Synopsis of lecture entitled The Sun and Climate Change given by Dr Robin Catchpole at the April 2022 meeting of the Orpington Astronomical Society
Robin Catchpole is an astronomer with the Institute of Astronomy, Cambridge, having retired as Senior Astronomer at the Royal Observatory Greenwich in July 2004. He is currently involved in research of the structure of the bulge in our Milky Way galaxy.
The lecture started with Robin explaining the way the sun works, the reasons for sunspots and how they increase and decrease in number every 11 years with cycles of varying strength. There was a large focus on the evidence used to explain the way sunspot activity affects our climate. The influence of sunspots was then compared with the impacts caused by the rise in carbon dioxide (CO2) in the atmosphere and the Greenhouse Effect.

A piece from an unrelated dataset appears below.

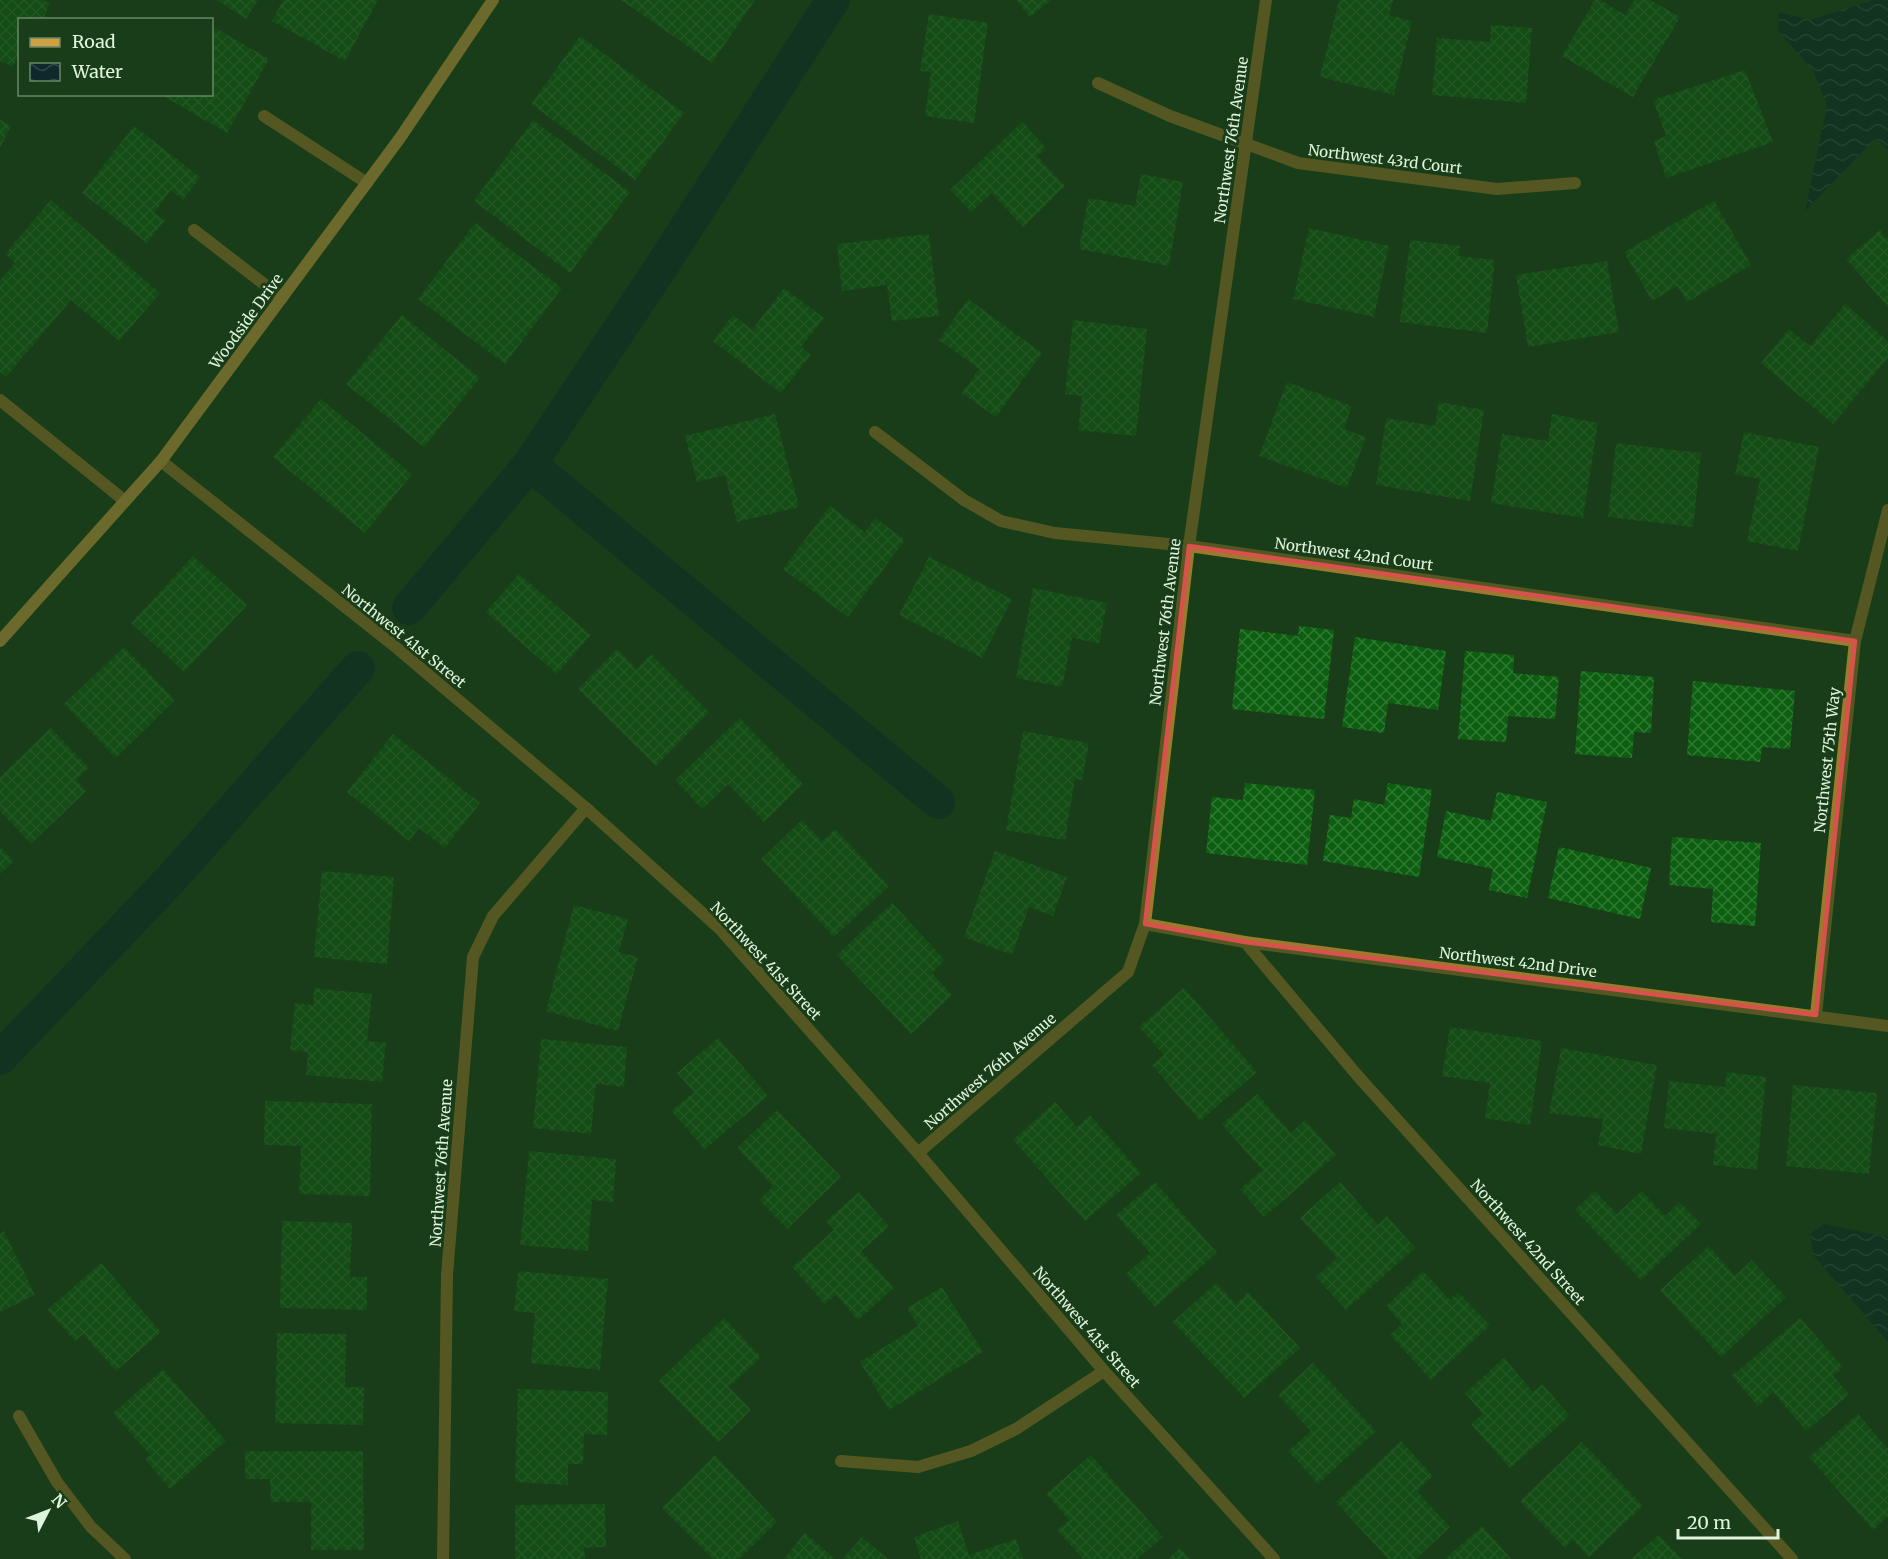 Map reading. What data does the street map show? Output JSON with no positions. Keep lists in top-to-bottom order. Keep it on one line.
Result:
{"streets":{"street":["Northwest 76th Avenue","Northwest 43rd Court","Woodside Drive","Northwest 42nd Court","Northwest 41st Street","Northwest 75th Way","Northwest 42nd Drive","Northwest 42nd Street"]},"crossings":[["Northwest 76th Avenue","Northwest 43rd Court"],["Northwest 76th Avenue","Northwest 42nd Court"],["Northwest 76th Avenue","Northwest 41st Street"],["Northwest 76th Avenue","Northwest 42nd Drive"],["Woodside Drive","Northwest 41st Street"],["Northwest 42nd Court","Northwest 75th Way"],["Northwest 75th Way","Northwest 42nd Drive"],["Northwest 42nd Drive","Northwest 42nd Street"]],"legend":["Road","Water"],"scale_bar":"20 m","north":"top right"} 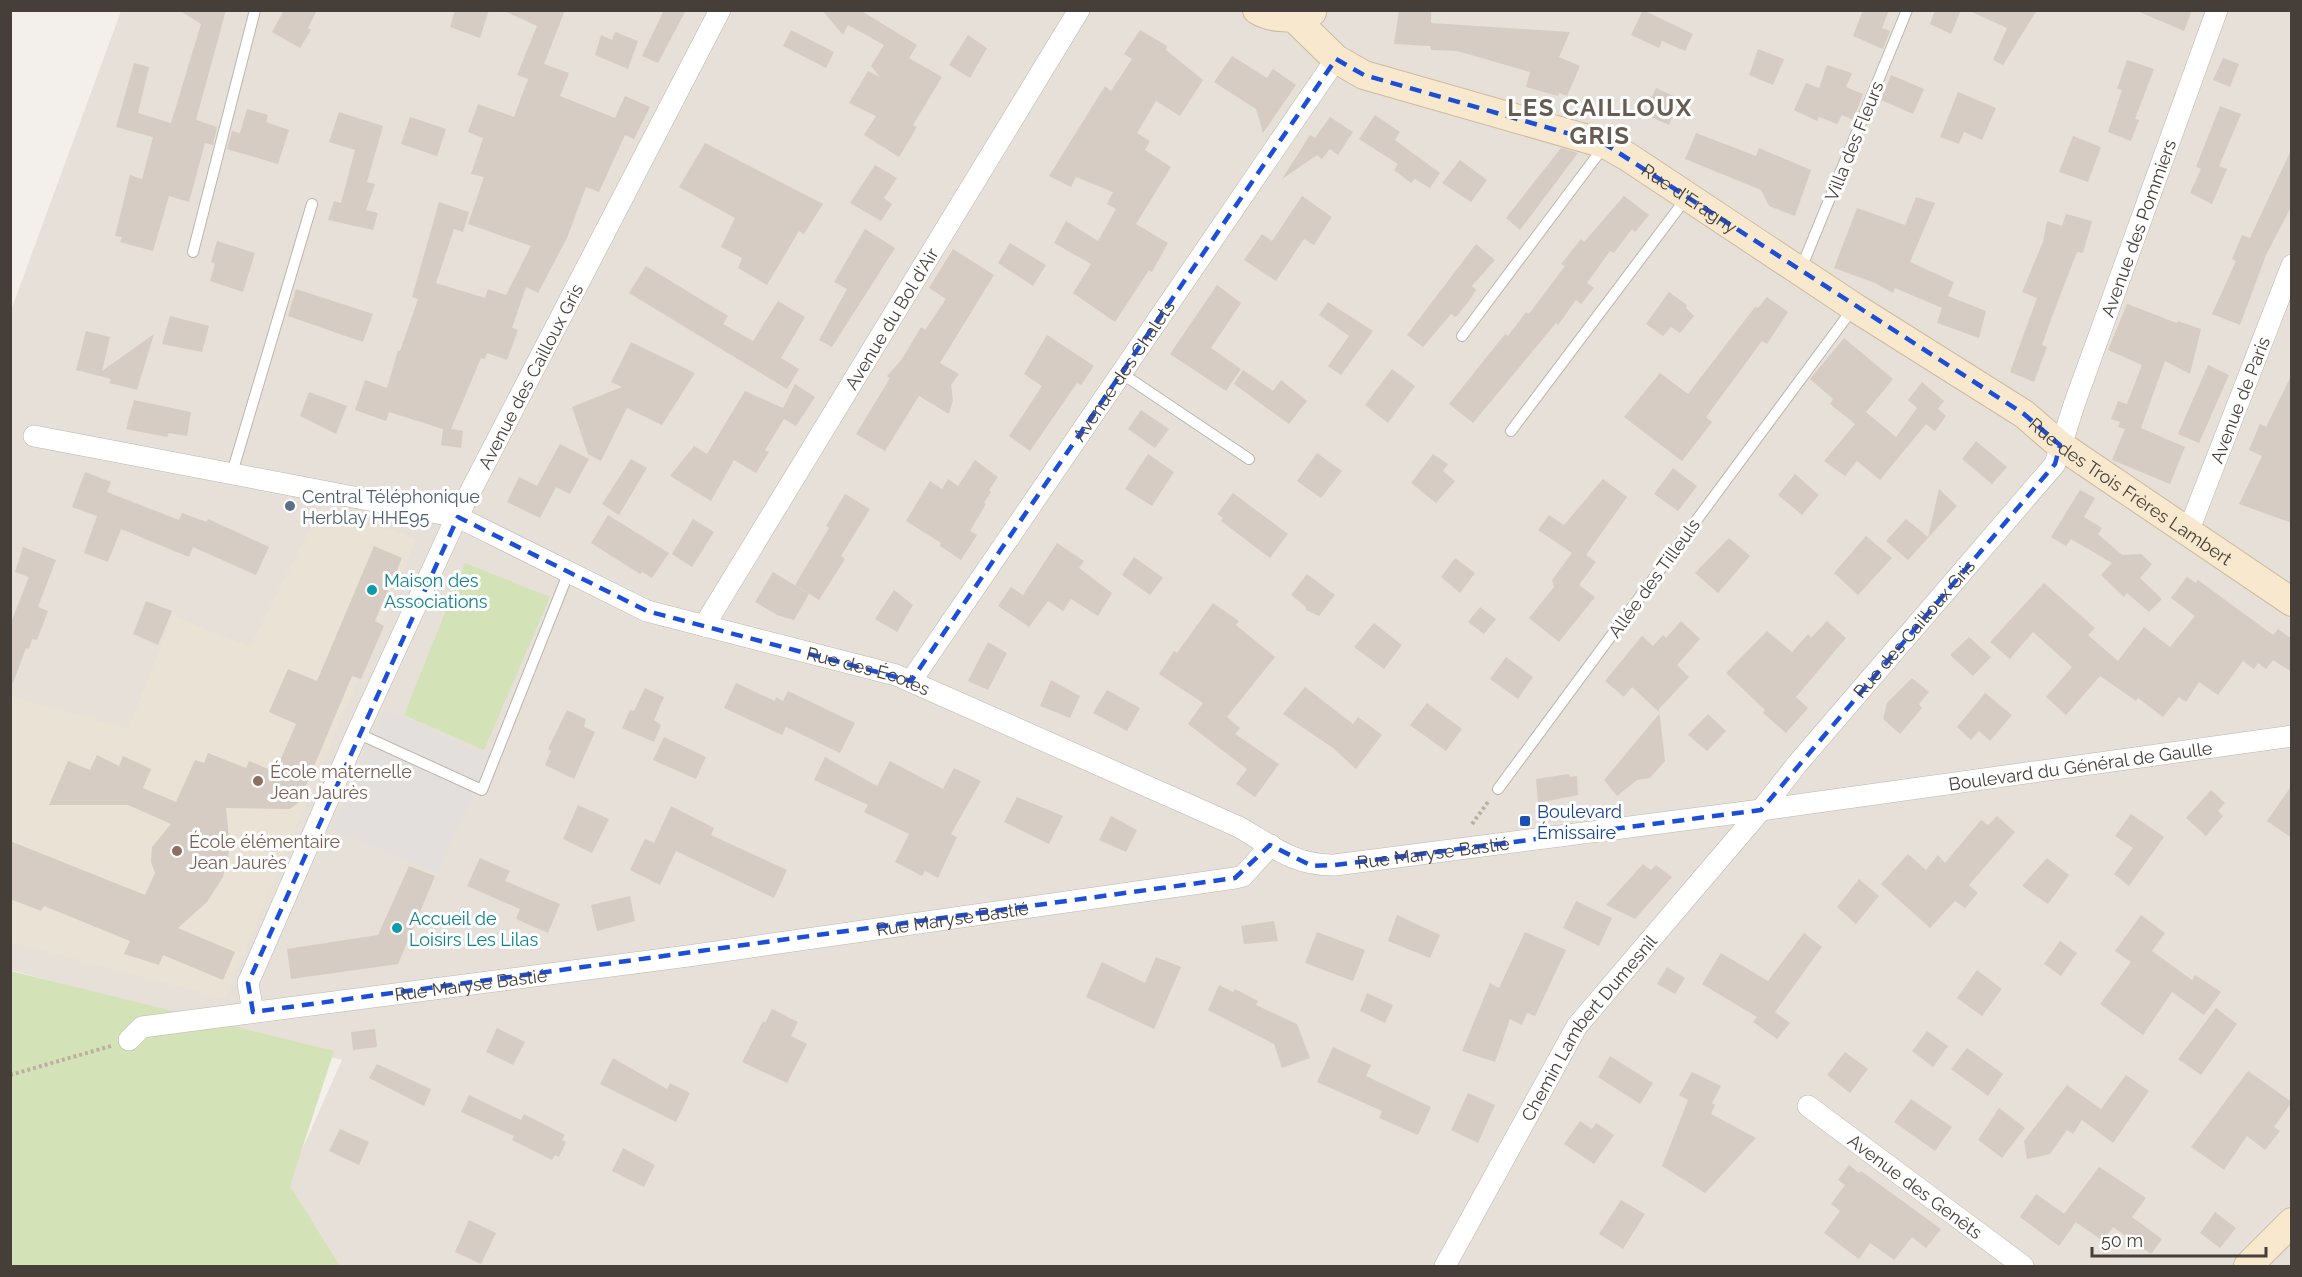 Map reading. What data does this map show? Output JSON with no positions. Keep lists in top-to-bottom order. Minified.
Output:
{"streets":{"main road":["Rue d'Eragny","Rue des Trois Frères Lambert"],"street":["Avenue des Pommiers","Avenue du Bol d'Air","Avenue des Chalets","Avenue des Cailloux Gris","Avenue de Paris","Rue des Cailloux Gris","Rue des Écoles","Boulevard du Général de Gaulle","Rue Maryse Bastié","Chemin Lambert Dumesnil","Avenue des Genêts"],"lane":["Villa des Fleurs","Allée des Tilleuls"]},"crossings":[["Villa des Fleurs","Rue d'Eragny"],["Rue d'Eragny","Avenue des Chalets"],["Rue d'Eragny","Rue des Trois Frères Lambert"],["Rue d'Eragny","Allée des Tilleuls"],["Avenue des Pommiers","Rue des Trois Frères Lambert"],["Avenue des Pommiers","Rue des Cailloux Gris"],["Avenue du Bol d'Air","Rue des Écoles"],["Avenue des Chalets","Rue des Écoles"],["Avenue des Cailloux Gris","Rue des Écoles"],["Avenue des Cailloux Gris","Rue Maryse Bastié"],["Avenue de Paris","Rue des Trois Frères Lambert"],["Rue des Trois Frères Lambert","Rue des Cailloux Gris"],["Rue des Cailloux Gris","Boulevard du Général de Gaulle"],["Rue des Cailloux Gris","Rue Maryse Bastié"],["Rue des Cailloux Gris","Chemin Lambert Dumesnil"],["Rue des Écoles","Rue Maryse Bastié"],["Boulevard du Général de Gaulle","Rue Maryse Bastié"],["Boulevard du Général de Gaulle","Chemin Lambert Dumesnil"],["Rue Maryse Bastié","Chemin Lambert Dumesnil"]],"districts":["LES CAILLOUX GRIS"],"places":{"other":["Central Téléphonique Herblay HHE95","Maison des Associations","École maternelle Jean Jaurès","École élémentaire Jean Jaurès","Accueil de Loisirs Les Lilas"],"transit":["Boulevard Émissaire"]},"scale_bar":"50 m"}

Robin discussed the Milankovitch cycles which describe the collective effects of changes in the Earth’s movements on our climate over thousands of years. He also referred to the Maunder Minimum, a period between 1645 and 1715 when sunspots became exceedingly rare. Robin emphasised that correlation of data with glacier fluctuations does not imply causation of climate change.
Robin concluded by highlighting that changes in climate have occurred in the past and will do so in the future without human intervention. However, in the last 100 years CO2 in the atmosphere has steadily increased due to human activity and since 1970 the influence of the sun has taken second place to the effects of CO2.